Source material -
-------------------------

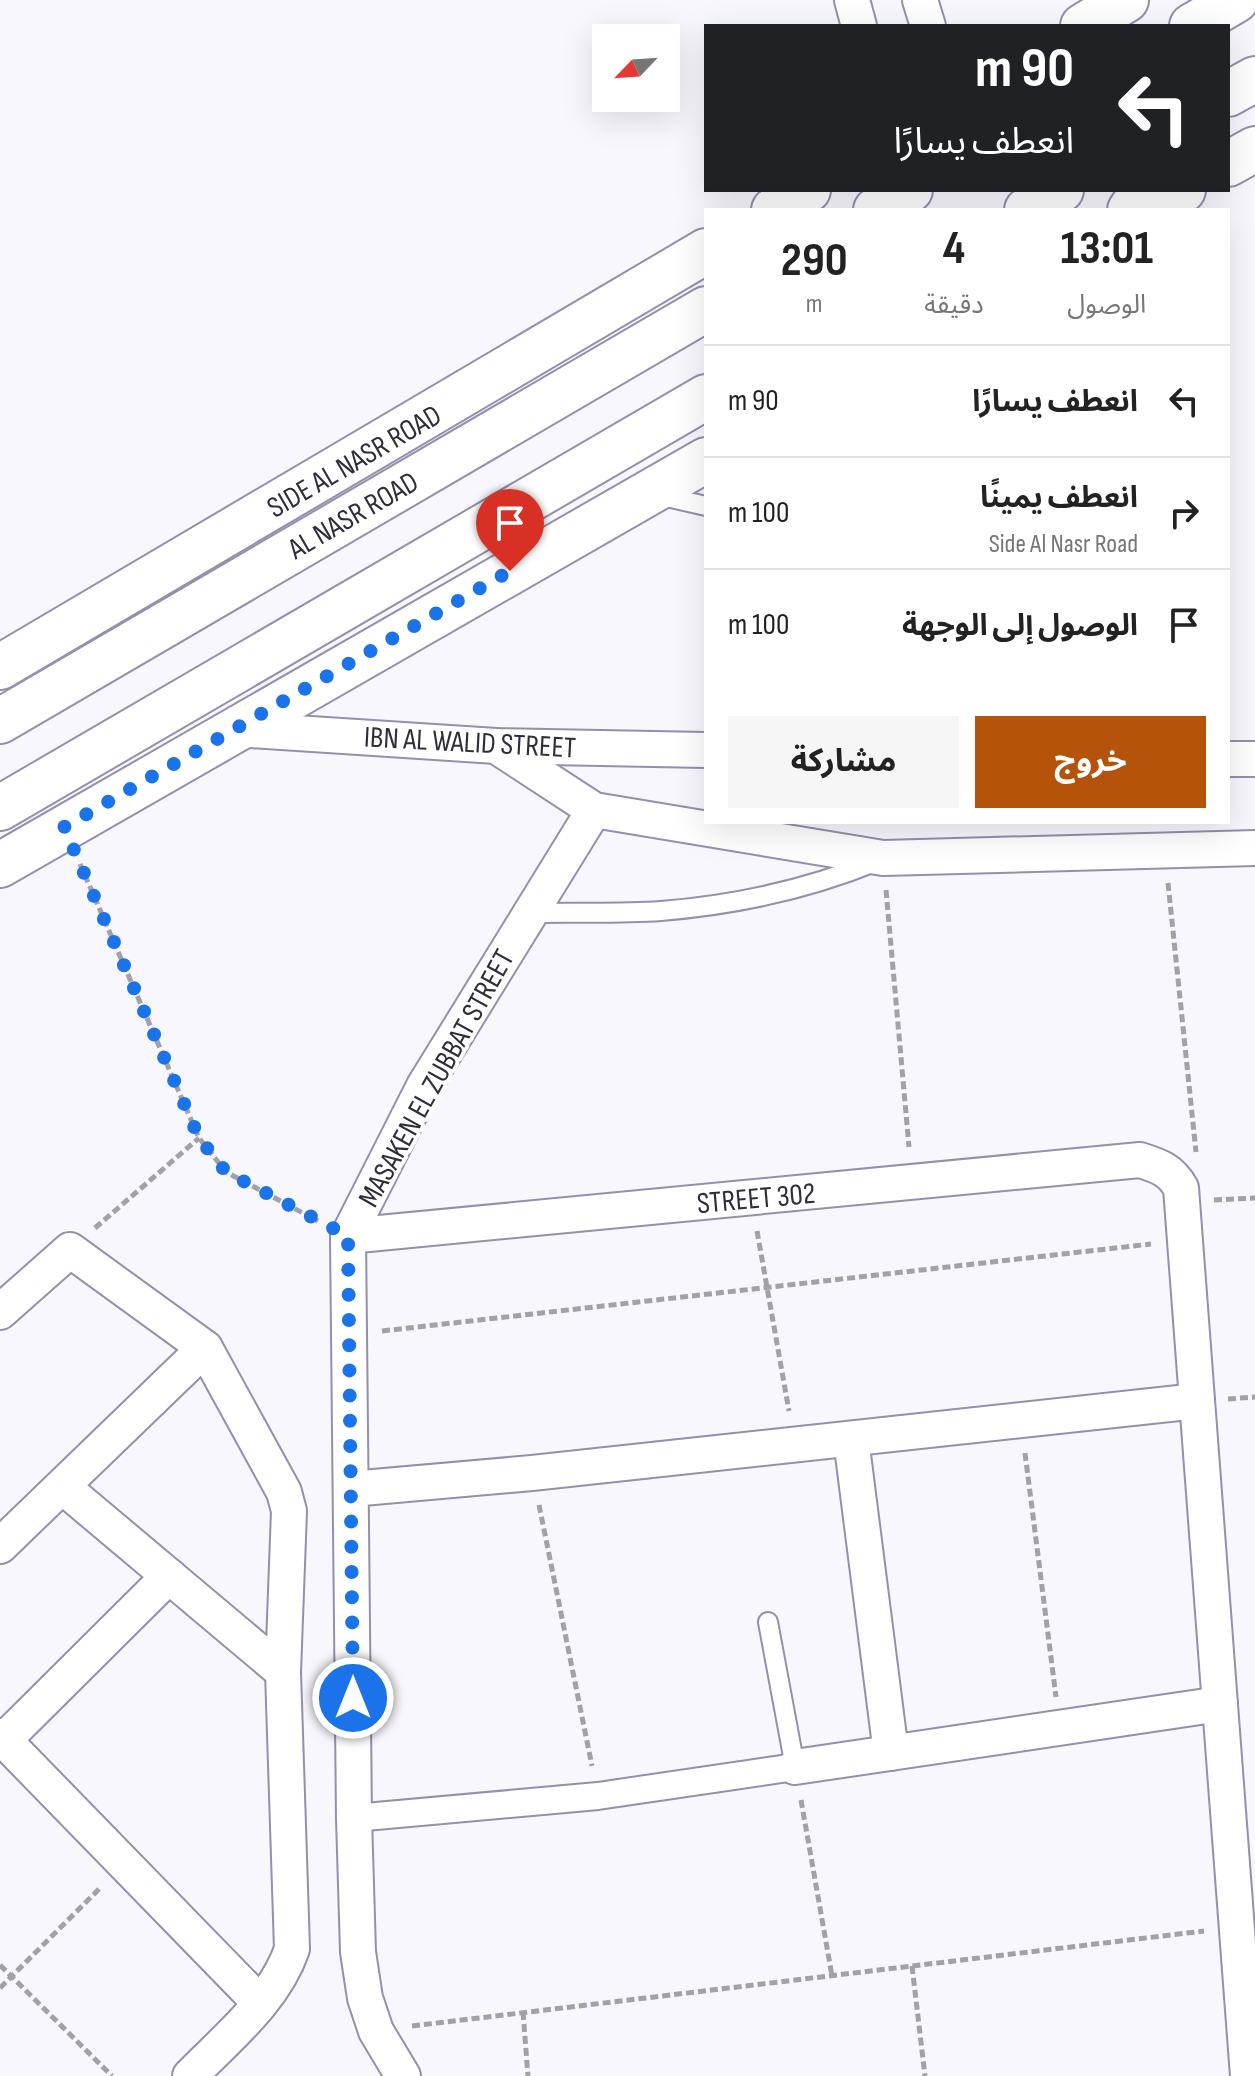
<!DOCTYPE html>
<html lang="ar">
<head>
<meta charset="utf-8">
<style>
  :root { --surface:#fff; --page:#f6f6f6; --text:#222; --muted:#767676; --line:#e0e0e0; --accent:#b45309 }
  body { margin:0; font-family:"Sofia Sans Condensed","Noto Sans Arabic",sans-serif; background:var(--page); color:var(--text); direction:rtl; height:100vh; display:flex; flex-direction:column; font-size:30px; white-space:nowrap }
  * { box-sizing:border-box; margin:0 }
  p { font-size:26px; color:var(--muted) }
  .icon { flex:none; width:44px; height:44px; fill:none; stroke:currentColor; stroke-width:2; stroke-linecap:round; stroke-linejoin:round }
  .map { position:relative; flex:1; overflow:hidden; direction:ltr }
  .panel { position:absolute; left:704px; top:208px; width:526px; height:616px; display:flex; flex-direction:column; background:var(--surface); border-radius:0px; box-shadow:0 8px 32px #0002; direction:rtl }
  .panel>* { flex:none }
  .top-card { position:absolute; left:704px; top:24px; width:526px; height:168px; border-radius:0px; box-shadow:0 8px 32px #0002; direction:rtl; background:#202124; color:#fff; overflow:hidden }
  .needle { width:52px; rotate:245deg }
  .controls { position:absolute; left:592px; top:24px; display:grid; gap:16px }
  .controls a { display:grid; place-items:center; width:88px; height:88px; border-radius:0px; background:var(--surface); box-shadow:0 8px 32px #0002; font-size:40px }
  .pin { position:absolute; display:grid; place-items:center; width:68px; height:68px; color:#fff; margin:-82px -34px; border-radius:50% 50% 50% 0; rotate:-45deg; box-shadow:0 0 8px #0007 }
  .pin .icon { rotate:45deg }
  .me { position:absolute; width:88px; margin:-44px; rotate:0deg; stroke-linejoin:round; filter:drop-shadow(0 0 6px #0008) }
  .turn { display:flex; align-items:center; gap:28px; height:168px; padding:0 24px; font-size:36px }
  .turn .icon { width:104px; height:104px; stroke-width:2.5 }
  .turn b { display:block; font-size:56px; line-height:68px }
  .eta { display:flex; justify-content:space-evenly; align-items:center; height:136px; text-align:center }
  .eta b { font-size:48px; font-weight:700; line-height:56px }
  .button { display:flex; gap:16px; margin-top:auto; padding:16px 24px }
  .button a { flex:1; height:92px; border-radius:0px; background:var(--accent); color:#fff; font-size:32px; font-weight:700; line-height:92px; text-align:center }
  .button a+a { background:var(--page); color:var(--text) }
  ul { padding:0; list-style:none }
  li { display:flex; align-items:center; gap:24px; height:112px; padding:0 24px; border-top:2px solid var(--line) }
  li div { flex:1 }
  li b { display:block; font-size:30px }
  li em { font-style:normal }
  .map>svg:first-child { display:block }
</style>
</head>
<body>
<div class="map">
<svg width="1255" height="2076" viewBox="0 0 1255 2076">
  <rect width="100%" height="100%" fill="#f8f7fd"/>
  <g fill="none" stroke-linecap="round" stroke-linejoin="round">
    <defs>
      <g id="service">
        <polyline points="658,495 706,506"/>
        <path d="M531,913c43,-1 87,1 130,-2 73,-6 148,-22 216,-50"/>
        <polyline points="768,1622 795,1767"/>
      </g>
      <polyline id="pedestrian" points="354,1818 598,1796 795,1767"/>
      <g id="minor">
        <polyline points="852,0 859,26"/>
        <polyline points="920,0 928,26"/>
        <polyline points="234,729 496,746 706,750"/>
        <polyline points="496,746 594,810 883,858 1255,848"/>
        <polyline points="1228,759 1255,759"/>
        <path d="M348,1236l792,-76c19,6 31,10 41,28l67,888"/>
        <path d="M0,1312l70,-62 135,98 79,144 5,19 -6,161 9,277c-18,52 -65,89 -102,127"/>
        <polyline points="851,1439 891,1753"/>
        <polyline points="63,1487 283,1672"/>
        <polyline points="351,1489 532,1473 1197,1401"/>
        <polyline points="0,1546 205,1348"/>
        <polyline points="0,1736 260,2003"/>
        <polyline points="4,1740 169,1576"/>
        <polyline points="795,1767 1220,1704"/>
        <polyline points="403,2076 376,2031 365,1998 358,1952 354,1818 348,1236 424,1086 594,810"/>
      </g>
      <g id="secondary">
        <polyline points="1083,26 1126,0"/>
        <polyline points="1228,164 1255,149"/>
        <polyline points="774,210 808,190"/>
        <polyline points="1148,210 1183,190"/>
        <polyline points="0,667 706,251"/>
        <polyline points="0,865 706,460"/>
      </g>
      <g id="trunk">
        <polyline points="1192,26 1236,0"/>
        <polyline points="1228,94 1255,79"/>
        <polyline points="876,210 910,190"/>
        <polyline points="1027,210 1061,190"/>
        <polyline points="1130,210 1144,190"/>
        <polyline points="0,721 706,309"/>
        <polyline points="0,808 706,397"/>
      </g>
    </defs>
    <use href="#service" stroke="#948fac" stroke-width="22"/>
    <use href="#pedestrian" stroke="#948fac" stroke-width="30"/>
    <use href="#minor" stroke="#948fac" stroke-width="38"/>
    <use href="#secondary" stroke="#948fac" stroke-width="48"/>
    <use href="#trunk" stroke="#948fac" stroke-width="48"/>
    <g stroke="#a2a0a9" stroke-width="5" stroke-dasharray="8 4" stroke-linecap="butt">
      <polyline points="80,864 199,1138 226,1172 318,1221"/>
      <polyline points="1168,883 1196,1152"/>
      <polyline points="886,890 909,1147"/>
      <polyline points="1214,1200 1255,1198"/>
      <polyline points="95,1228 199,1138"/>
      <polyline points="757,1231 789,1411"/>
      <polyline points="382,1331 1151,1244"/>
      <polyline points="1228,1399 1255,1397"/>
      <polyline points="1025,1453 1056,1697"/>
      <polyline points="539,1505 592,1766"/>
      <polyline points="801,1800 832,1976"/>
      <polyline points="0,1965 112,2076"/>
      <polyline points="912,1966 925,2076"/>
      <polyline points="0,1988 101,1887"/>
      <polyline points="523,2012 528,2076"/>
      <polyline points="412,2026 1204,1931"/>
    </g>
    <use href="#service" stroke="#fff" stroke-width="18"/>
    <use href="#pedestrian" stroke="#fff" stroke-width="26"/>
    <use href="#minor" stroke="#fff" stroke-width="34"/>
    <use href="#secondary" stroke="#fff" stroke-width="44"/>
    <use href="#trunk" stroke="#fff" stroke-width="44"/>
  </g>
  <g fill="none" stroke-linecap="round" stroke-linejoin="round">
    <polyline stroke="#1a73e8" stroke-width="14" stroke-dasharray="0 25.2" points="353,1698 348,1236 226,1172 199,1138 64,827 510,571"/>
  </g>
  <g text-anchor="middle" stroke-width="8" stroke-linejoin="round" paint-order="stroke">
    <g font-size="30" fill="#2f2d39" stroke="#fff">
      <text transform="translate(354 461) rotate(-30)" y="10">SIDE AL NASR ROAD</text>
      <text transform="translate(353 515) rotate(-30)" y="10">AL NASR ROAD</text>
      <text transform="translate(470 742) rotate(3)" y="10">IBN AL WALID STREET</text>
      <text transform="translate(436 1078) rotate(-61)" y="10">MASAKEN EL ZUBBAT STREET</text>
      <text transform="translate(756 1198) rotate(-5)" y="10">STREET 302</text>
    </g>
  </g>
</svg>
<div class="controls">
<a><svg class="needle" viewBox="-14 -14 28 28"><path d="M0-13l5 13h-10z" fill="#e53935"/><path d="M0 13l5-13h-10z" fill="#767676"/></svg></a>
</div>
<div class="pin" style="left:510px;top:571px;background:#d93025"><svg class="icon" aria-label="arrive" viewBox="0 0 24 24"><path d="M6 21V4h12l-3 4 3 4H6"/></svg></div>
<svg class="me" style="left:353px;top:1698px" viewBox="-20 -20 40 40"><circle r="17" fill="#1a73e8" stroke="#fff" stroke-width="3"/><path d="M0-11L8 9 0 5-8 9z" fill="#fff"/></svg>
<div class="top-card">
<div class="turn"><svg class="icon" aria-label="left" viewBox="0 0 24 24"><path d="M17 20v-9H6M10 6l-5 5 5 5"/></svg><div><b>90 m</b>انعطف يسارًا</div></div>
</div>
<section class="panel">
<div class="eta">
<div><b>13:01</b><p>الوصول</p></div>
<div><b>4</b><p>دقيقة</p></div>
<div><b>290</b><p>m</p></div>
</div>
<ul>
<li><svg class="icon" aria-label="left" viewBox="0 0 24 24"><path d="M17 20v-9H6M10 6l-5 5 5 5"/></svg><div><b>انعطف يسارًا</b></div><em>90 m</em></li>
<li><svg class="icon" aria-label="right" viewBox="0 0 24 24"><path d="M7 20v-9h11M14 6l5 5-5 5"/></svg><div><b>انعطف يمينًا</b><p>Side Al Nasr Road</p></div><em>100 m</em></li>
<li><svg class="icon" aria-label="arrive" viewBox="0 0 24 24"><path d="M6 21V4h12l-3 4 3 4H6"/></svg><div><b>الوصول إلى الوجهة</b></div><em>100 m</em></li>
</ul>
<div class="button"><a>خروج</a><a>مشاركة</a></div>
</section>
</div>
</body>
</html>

-------------------------

Exercise directions - Lines with "none": return each one from the data above.

Expected output -
  .icon { flex:none; width:44px; height:44px; fill:none; stroke:currentColor; stroke-width:2; stroke-linecap:round; stroke-linejoin:round }
  .panel>* { flex:none }
  ul { padding:0; list-style:none }
  <g fill="none" stroke-linecap="round" stroke-linejoin="round">
  <g fill="none" stroke-linecap="round" stroke-linejoin="round">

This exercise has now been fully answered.